### Task requirements
Search the data for the string "Persiaran" and copy each line where it turns up.

┌──

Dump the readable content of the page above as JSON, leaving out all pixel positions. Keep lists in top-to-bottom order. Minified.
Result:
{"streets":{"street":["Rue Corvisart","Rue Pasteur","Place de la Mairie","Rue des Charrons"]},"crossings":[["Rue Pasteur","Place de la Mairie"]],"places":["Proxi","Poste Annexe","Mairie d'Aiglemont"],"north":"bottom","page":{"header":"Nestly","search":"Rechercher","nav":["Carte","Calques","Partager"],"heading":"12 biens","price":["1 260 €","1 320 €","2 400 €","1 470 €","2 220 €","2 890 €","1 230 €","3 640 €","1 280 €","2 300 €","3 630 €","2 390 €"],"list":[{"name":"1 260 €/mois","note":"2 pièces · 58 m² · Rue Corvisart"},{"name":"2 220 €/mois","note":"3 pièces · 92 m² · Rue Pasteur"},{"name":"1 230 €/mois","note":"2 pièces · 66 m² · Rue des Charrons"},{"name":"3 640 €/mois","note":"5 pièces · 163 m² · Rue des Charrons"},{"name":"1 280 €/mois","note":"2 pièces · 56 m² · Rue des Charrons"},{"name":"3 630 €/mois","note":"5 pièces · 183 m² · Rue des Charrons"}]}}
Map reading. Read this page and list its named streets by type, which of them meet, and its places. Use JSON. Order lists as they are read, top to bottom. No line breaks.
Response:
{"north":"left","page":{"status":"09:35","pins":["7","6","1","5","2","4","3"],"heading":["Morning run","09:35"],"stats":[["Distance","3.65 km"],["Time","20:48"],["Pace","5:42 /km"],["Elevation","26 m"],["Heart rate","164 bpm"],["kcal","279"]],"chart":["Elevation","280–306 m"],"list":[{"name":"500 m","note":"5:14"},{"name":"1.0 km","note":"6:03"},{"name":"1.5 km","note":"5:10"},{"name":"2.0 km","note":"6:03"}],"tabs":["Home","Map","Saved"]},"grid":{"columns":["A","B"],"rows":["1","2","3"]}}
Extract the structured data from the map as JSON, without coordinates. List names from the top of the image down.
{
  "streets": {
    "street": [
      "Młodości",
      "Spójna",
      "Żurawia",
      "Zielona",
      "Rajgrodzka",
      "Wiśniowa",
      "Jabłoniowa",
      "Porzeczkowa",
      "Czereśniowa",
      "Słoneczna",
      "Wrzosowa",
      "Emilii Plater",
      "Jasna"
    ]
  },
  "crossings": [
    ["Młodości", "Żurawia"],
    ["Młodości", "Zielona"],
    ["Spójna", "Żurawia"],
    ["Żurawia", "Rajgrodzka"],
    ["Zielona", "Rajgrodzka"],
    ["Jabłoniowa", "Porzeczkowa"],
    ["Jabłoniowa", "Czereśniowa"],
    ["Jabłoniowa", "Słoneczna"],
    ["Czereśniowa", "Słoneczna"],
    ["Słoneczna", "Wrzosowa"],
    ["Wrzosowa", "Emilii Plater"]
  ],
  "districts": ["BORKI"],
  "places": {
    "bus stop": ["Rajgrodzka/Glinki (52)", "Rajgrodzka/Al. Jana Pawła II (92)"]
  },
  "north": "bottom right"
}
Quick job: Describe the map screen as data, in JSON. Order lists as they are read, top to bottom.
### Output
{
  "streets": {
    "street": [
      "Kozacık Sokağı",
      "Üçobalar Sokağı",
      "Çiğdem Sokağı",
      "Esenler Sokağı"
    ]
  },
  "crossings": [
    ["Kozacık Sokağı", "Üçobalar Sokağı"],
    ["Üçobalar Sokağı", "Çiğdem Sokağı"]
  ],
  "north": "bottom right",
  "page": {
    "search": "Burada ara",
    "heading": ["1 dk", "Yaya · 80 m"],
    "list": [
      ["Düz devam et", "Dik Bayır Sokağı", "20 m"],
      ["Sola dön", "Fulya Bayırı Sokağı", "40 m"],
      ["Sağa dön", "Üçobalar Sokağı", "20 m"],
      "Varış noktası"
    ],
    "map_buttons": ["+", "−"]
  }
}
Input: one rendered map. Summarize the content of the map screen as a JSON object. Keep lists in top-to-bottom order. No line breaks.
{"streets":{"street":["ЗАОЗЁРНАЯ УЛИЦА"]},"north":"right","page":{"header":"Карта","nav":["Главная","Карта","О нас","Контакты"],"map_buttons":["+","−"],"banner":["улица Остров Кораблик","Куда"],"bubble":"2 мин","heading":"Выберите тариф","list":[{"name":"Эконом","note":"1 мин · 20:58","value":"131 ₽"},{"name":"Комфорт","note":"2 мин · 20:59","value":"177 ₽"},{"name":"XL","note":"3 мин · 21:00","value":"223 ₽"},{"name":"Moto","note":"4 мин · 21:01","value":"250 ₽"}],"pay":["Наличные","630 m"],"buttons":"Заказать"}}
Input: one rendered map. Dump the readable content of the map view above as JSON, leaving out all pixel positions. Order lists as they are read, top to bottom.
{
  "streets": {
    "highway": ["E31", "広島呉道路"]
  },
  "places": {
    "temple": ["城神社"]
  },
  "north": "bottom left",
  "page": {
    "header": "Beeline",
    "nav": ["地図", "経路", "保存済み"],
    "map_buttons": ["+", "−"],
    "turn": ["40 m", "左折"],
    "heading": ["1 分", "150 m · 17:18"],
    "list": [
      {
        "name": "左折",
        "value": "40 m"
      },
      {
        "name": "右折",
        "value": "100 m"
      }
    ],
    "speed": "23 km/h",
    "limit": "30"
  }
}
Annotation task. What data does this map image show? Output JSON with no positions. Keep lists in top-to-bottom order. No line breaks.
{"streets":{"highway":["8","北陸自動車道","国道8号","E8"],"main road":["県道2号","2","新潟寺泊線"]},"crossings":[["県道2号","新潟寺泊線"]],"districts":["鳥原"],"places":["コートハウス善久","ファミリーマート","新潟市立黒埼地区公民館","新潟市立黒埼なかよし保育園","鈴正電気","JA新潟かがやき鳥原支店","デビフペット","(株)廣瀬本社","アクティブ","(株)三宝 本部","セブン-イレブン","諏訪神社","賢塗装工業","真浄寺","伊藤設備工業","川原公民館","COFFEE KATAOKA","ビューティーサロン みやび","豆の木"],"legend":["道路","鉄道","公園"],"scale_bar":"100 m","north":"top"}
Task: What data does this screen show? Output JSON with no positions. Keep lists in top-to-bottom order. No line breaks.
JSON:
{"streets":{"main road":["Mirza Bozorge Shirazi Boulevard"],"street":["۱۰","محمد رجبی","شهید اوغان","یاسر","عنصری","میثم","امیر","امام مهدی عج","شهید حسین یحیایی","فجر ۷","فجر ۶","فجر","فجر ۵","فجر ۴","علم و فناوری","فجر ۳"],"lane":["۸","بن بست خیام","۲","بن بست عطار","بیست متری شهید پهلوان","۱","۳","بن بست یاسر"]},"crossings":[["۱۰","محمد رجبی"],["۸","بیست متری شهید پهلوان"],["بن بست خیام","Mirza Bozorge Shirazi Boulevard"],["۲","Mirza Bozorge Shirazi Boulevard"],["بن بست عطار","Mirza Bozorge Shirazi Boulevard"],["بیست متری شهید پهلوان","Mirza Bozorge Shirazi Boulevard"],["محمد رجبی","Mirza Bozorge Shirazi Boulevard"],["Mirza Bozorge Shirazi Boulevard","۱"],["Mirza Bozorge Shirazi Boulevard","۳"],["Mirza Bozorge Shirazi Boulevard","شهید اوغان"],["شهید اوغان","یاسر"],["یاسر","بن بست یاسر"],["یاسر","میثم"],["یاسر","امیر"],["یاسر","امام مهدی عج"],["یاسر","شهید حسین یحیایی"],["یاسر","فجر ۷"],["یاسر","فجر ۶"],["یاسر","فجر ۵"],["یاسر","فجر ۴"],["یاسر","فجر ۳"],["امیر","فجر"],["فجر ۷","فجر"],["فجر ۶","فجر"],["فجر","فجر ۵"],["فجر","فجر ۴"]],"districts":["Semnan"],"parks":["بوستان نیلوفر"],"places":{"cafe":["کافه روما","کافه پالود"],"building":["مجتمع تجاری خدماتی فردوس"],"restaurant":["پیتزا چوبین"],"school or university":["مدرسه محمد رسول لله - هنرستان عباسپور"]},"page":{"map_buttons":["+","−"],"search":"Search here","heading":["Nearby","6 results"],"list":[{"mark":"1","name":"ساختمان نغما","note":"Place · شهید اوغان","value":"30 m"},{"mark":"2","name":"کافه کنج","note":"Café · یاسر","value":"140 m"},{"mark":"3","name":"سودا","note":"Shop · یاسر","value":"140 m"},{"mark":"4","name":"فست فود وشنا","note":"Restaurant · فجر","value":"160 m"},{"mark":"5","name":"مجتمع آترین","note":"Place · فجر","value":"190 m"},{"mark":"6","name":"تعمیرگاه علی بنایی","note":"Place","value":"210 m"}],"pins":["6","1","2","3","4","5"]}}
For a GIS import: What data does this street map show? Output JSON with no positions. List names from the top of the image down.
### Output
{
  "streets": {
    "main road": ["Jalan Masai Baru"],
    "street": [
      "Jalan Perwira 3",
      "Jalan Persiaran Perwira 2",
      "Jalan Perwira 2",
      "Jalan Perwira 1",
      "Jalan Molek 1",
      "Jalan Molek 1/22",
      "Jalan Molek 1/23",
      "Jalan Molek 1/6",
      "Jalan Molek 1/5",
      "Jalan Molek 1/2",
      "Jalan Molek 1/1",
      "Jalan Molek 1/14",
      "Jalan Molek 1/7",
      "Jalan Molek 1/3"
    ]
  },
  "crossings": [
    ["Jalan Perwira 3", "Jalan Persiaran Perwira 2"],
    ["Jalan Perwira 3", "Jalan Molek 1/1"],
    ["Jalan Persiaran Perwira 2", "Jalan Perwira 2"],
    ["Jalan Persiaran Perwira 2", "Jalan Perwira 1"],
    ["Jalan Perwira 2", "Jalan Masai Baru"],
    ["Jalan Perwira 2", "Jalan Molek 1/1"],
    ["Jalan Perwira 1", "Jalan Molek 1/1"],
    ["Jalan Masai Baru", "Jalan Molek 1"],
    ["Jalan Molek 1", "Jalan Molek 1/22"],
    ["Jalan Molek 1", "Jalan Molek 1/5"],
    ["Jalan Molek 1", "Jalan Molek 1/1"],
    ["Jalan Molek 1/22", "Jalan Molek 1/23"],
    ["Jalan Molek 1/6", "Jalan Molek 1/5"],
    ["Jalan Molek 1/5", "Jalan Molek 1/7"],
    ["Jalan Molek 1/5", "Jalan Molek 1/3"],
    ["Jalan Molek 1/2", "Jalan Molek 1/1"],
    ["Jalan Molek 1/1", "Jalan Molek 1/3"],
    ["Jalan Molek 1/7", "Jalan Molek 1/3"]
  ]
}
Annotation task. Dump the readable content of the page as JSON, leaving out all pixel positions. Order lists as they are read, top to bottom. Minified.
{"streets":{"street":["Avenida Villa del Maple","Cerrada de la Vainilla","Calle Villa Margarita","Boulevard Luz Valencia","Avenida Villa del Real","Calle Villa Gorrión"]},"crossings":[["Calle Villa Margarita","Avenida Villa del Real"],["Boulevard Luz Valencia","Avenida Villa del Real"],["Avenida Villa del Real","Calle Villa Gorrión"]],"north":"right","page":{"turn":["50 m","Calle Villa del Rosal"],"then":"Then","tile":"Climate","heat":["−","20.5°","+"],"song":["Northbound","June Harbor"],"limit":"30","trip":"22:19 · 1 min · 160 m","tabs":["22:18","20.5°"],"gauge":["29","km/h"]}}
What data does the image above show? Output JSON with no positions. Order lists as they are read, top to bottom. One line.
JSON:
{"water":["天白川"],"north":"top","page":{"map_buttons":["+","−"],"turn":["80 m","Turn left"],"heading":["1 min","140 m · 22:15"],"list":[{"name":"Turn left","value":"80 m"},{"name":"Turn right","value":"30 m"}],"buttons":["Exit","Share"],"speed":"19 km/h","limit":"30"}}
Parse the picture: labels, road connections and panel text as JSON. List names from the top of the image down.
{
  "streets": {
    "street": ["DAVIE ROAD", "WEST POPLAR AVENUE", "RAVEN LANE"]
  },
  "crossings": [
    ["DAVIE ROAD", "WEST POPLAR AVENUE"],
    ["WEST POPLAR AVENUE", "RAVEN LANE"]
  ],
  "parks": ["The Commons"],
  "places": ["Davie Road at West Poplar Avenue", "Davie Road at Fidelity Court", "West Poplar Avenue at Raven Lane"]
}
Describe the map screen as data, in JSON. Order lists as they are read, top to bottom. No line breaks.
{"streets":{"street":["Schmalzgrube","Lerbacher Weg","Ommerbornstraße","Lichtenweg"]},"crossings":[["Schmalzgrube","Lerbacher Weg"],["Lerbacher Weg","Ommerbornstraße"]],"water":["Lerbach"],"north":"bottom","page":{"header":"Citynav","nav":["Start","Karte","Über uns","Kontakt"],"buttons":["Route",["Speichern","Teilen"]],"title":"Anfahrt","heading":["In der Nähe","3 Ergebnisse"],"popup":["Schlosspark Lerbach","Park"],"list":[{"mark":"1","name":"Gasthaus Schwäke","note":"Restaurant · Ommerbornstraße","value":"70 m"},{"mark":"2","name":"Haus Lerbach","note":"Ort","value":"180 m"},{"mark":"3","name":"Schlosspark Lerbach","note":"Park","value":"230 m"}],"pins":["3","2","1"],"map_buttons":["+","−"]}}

└──

### Problem solution
      "Jalan Persiaran Perwira 2",
    ["Jalan Perwira 3", "Jalan Persiaran Perwira 2"],
    ["Jalan Persiaran Perwira 2", "Jalan Perwira 2"],
    ["Jalan Persiaran Perwira 2", "Jalan Perwira 1"],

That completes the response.